Commenter: FishOutofWater

Thanks, Susan.

The methane problem is very tricky because we are dealing with a 3-phase system - gas, clathrate & brine - that is not in equilibrium. If there is no transport of fluids the system will respond very slowly, governed the diffusion equation. That's how the Real Climate folks - Archer et al - think the system works. I'm not so confident that I know how it works because I have experience in trying to validate models used to predict groundwater transport of contaminants. Three phase problems are brutal when fractures or conduits are involved. I'm interested in seeing more data and watching how methane levels change before I reach conclusions on the East Siberian shelf methane.

I was disappointed to see the name calling here

Tenney Naumer said...

A very interesting site called methanetracker shows atmospheric methane over the Arctic.
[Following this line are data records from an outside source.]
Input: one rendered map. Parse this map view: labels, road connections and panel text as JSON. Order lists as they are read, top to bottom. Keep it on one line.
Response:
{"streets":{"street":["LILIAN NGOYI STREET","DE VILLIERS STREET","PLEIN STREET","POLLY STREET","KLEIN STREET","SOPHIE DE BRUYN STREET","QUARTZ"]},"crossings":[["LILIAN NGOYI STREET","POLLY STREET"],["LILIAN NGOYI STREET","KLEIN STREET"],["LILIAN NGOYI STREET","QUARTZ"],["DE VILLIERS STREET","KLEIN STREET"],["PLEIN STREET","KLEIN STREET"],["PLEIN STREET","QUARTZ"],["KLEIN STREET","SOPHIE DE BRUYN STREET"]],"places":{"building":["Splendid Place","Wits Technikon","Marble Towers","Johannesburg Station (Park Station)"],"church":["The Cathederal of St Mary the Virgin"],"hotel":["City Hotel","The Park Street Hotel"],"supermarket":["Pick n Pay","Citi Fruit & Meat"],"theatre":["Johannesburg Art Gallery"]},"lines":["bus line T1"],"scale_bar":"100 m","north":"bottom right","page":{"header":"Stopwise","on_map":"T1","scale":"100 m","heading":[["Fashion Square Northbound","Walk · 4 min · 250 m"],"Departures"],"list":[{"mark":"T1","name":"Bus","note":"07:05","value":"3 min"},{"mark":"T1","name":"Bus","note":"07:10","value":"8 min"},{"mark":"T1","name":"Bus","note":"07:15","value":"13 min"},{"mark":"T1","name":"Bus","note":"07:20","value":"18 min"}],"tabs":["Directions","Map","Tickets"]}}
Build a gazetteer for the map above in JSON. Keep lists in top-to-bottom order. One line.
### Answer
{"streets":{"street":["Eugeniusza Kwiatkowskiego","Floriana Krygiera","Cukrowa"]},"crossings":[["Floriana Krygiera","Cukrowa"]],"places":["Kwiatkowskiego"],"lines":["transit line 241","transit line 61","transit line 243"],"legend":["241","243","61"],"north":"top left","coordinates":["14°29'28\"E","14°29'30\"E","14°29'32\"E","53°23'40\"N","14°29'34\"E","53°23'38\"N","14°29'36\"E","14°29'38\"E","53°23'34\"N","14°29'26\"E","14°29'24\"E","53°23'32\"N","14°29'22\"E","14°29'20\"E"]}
Best viewed when choosing the layers from 650 mb / 11775 feet through 469 mb / 19819 feet

http://www.methanetracker.org/

Take note that there is plenty of methane coming from other shelves around the Arctic, in particular off Greenland.

Susan Anderson said...
This comment has been removed by the author.
Susan Anderson said...

well I did flub it. Here:

http://www.realclimate.org/index.php?p=16393

Hank Roberts said...

Well, if you're an ordinary citizen and go to either Google or Scholar, and search for text -- or again, search for images -- relating to methane, almost everything that comes up in the first few pages is by Sam Carana, expert.